As the total of privately owned mortgage companies dwindles, some investment bankers are saying that Headlands Mortgage may be on the auction block.
Although the chief executive of the Larkspur, Calif., wholesale lender denies it, some investment bankers say that the company has been shopped around, a deal would make sense, and an operation like Headlands could fetch $45 million or more.
Headlands, a wholesaler with offices in California and five other western states, originated more than $2 billion of mortgage loans last year.
Its chief executive officer, Peter T. Paul, said that public equity or high-yield-debt offerings are more likely than a sale in the near future. "We might sell at some time, but I still like showing up for work," Mr. Paul said.
But others said today's lower interest rates make production franchises like Headlands attractive as more homeowners look to refinance. Because of this, there has been interest recently in mortgage originators, although much of the focus has been on mortgage banks with a significant retail operation.
Last month, Dime Bancorp announced that it was buying North American Mortgage Co., which is predominantly a retail producer of home loans, in a stock deal currently worth about $350 million.
In the last eight months, Fleet Financial Group sold five retail offices to PNC Bank Corp.; Bank United Corp. sold 61 offices-most of them retail - to National City Corp.; and Signet Banking Corp. sold 24 retail offices to Accubanc Mortgage Corp.

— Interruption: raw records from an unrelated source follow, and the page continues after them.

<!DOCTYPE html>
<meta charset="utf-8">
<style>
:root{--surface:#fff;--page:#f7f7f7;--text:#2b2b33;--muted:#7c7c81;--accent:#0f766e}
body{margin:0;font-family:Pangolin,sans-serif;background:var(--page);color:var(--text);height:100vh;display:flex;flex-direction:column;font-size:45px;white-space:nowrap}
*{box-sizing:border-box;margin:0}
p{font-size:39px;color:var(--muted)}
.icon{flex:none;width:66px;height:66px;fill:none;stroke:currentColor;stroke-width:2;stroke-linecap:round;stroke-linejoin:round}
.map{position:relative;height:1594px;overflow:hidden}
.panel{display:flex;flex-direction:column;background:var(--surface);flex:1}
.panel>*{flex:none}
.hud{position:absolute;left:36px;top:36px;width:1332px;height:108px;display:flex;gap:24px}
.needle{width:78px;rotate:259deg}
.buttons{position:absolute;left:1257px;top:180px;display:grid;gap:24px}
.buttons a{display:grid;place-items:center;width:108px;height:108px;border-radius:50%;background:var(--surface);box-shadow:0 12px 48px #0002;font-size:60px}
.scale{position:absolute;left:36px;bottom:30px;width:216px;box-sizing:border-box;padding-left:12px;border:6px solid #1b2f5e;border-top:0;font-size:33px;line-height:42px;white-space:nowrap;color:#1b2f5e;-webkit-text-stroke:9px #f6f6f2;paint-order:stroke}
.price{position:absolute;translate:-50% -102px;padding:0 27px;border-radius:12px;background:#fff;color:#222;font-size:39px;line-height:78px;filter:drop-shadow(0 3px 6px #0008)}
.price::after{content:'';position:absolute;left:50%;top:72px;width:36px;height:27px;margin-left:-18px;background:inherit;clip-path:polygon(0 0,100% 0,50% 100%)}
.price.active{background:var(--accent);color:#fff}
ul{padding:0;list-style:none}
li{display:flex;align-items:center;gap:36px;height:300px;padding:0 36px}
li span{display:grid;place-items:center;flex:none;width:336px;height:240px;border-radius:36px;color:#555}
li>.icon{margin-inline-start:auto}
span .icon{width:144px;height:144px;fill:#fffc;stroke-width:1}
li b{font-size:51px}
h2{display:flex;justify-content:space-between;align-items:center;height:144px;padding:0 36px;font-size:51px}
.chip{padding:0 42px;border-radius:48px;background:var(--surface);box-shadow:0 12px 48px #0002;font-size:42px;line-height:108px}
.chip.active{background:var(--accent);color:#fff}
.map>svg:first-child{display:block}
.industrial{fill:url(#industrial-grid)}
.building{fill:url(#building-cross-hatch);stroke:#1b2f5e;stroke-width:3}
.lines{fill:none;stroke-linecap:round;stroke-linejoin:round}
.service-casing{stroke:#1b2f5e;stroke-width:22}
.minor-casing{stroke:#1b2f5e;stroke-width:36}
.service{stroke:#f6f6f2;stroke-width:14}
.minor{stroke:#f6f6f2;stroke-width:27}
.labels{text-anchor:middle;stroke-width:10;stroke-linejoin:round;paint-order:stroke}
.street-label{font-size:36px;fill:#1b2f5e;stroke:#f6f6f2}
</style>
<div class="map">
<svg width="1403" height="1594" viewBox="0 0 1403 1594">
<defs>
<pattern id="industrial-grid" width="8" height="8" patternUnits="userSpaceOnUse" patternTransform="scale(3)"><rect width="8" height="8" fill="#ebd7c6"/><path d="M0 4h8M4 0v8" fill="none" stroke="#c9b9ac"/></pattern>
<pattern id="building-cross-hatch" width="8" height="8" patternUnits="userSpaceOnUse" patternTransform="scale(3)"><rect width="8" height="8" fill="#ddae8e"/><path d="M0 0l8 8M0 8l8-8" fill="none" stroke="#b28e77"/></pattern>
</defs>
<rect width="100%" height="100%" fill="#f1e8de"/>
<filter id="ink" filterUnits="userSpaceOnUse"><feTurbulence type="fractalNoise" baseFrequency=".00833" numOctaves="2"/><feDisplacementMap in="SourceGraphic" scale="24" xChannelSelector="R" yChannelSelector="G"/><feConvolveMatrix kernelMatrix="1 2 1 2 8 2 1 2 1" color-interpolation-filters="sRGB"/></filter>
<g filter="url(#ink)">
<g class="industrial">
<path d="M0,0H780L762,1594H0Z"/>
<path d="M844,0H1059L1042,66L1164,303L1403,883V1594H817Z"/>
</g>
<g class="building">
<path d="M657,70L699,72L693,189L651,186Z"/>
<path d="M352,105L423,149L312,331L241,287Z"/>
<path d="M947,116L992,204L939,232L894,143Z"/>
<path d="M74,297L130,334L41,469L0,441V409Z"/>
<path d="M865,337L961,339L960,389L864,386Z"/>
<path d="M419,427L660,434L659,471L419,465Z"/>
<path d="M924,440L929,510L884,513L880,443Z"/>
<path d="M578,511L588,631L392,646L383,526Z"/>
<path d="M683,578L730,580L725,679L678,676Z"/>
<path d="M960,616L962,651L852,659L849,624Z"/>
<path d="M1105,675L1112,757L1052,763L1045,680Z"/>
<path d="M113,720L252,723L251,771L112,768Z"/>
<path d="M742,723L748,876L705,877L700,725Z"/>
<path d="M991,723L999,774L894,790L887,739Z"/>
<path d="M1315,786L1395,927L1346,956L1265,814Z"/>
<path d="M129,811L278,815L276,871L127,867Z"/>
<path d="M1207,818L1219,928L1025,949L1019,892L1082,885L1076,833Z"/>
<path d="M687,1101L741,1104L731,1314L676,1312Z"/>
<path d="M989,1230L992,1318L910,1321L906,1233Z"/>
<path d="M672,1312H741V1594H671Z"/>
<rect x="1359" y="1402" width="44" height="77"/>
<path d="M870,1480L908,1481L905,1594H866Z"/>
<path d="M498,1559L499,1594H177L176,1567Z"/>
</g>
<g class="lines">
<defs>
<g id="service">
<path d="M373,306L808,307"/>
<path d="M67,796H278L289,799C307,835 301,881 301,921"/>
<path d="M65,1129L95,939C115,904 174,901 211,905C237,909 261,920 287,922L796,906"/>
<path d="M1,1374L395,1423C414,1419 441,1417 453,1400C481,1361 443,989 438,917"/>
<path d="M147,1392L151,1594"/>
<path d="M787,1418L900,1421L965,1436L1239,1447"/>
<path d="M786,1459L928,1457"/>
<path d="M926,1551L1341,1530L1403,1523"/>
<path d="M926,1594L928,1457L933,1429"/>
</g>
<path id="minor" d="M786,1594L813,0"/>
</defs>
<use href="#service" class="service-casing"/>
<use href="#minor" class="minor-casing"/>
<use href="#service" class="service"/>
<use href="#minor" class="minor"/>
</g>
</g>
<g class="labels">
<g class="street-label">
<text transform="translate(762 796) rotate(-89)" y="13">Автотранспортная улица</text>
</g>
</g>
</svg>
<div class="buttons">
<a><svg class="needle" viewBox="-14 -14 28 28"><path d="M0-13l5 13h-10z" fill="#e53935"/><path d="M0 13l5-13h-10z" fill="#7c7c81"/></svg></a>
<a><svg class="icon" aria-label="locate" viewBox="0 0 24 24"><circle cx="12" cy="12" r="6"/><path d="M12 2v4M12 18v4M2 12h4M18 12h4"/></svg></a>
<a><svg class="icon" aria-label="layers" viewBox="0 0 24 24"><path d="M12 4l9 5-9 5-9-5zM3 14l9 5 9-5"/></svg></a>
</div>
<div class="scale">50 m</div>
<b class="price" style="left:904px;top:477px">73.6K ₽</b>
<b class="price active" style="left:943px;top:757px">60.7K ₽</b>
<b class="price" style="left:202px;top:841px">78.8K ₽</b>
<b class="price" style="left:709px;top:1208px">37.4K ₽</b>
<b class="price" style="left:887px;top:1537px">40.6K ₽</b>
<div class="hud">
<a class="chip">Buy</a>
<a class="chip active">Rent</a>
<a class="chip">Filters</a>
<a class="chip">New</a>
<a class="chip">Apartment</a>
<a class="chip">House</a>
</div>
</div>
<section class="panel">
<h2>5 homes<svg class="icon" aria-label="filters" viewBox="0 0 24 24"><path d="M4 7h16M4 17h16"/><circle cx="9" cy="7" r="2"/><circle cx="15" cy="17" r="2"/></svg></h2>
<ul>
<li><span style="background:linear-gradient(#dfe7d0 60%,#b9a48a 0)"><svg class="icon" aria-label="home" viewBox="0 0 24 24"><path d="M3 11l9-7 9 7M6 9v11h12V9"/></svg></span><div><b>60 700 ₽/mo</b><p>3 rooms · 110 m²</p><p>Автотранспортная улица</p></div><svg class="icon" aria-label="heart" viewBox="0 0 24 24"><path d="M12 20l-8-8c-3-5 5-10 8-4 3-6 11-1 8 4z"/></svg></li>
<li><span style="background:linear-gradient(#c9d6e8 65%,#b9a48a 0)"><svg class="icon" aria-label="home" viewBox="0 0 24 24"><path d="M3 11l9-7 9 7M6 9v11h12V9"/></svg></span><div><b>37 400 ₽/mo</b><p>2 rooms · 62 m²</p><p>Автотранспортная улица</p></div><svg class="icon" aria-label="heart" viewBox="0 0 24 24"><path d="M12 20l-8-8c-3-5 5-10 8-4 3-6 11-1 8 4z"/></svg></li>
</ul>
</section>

"Wholesale operations don't get big multiples but they do sell," said Hilary Renz, senior vice president of Cohane Rafferty Securities, a Harrison, N.Y.-based mortgage investment banking firm. Mr. Renz said he has heard Headlands is for sale.
Harbourton Mortgage sold its wholesale production operation this year to CrossLand Mortgage for $4 million up-front, but the deal has a provision that could make the final purchase price $7.25 million. The extra $3.25 million would be paid if Harbourton's volume is maintained by CrossLand. Harbourton originated $3.2 billion last year.
Based on this formula, Headlands' production would only be worth about $4.6 million. But one investment banker said that Headlands' production would go for a higher price because rates are much lower now than they were in February. This banker added that a prospective buyer would also pay more because Headlands securitizes loans.
The investment banker said that Headlands' servicing portfolio, which totaled $3.3 billion at March 31, could fetch about $40 million in a sale. Mortgage companies typically pay higher premiums for servicing than production.